UI, which provides electrical services to 341,000 customers, had requested a rate increase of $131 million over three years. Instead, PURA ordered a rate increase of only $22.9 million, resulting in an average increase of about 2% on customer bills.

Regulators also lowered a requested increase in the company’s Return on Equity.

The new revenue plan will go into effect on September 1st.

“Rate cases are a vital tool for regulators to assess company performance and to ensure that ratepayers are receiving commensurate value for investments made on their behalf,” said PURA Chairman Marissa P. Gillett in a statement. “This decision recognizes areas in which the company has made progress since its last rate case, as well as areas in which PURA expects UI’s management to enhance its efforts moving forward.” 

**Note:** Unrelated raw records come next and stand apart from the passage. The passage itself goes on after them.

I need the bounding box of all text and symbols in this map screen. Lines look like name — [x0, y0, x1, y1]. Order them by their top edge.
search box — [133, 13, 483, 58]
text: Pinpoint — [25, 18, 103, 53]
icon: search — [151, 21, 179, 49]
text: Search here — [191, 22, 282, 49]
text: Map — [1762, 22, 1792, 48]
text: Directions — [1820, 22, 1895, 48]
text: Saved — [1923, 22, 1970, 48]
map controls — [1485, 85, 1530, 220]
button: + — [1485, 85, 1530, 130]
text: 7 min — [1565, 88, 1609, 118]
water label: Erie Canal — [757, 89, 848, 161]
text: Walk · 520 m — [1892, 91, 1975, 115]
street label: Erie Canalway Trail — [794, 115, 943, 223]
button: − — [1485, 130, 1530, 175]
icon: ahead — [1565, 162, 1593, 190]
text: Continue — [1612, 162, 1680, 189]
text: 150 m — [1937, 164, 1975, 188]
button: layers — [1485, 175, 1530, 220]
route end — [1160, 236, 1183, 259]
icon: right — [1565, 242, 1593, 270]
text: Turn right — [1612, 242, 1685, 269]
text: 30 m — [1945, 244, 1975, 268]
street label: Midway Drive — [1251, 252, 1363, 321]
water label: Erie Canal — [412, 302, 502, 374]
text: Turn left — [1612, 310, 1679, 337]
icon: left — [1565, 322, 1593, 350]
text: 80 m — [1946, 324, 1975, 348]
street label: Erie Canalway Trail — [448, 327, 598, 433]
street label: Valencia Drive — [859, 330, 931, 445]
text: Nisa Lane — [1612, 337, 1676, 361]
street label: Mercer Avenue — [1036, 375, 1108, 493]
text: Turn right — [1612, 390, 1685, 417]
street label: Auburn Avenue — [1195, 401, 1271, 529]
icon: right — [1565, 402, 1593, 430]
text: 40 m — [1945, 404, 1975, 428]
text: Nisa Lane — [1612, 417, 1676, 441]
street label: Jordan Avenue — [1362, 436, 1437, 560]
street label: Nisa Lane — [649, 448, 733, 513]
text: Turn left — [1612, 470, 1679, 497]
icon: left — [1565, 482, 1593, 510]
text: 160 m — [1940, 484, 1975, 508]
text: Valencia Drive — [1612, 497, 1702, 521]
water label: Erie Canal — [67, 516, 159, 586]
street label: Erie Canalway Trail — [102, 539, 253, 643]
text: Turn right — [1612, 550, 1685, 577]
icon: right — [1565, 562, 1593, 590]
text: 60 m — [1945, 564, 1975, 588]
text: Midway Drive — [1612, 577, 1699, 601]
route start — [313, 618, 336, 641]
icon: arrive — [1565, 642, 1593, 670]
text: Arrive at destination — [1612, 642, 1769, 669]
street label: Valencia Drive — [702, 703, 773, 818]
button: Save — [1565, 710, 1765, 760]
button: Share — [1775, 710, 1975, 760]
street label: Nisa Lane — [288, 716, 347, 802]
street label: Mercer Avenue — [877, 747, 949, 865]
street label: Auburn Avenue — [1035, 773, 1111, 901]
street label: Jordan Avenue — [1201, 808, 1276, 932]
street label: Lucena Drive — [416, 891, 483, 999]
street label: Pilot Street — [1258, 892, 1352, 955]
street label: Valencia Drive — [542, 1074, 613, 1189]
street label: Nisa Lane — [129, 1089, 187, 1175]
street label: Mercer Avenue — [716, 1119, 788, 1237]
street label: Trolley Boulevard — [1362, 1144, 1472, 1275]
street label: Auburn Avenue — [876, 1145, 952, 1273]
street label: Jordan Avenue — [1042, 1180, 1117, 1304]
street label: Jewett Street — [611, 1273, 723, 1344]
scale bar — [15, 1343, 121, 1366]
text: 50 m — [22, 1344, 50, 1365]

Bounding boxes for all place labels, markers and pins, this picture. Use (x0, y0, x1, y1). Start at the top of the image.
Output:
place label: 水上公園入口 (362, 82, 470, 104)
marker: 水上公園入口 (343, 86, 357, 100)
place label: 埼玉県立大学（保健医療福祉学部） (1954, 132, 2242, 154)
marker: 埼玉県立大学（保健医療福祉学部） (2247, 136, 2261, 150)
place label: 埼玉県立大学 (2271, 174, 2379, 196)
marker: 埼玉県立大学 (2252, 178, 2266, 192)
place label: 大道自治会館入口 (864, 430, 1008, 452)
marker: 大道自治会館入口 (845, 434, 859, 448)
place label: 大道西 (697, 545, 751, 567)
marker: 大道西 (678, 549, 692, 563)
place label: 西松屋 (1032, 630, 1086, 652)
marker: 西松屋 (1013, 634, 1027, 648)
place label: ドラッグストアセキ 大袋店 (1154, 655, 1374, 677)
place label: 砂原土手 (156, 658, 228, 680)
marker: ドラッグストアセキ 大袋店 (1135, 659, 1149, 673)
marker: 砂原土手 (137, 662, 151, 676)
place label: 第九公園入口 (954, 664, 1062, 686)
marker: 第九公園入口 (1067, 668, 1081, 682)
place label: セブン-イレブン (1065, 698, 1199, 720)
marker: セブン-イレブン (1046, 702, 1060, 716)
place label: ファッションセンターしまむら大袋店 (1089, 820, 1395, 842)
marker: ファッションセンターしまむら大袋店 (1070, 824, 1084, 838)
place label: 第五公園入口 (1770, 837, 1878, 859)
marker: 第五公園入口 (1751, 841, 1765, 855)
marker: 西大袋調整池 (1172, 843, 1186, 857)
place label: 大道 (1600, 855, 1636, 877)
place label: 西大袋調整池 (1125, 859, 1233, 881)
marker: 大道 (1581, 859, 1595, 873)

PURA is tasked with reviewing any proposed rate increase for the state’s electric companies, but notably, only those that are planned for the distribution side of your bill, the cost to deliver power to your home or business. The supply side – the cost to generate that power – has been shielded from PURA regulation.

Delivery rates are often far less clear than supply rates – which remain largely constant throughout a region – and can include myriad ways for a company to recoup costs. Companies are allowed to use delivery rates to pay for infrastructure updates, taxes, charitable contributions, and other expenses.

Gillett, however, is hoping for a change in state law that would allow her and her fellow regulators the power to oversee all sides of utility rate setting. 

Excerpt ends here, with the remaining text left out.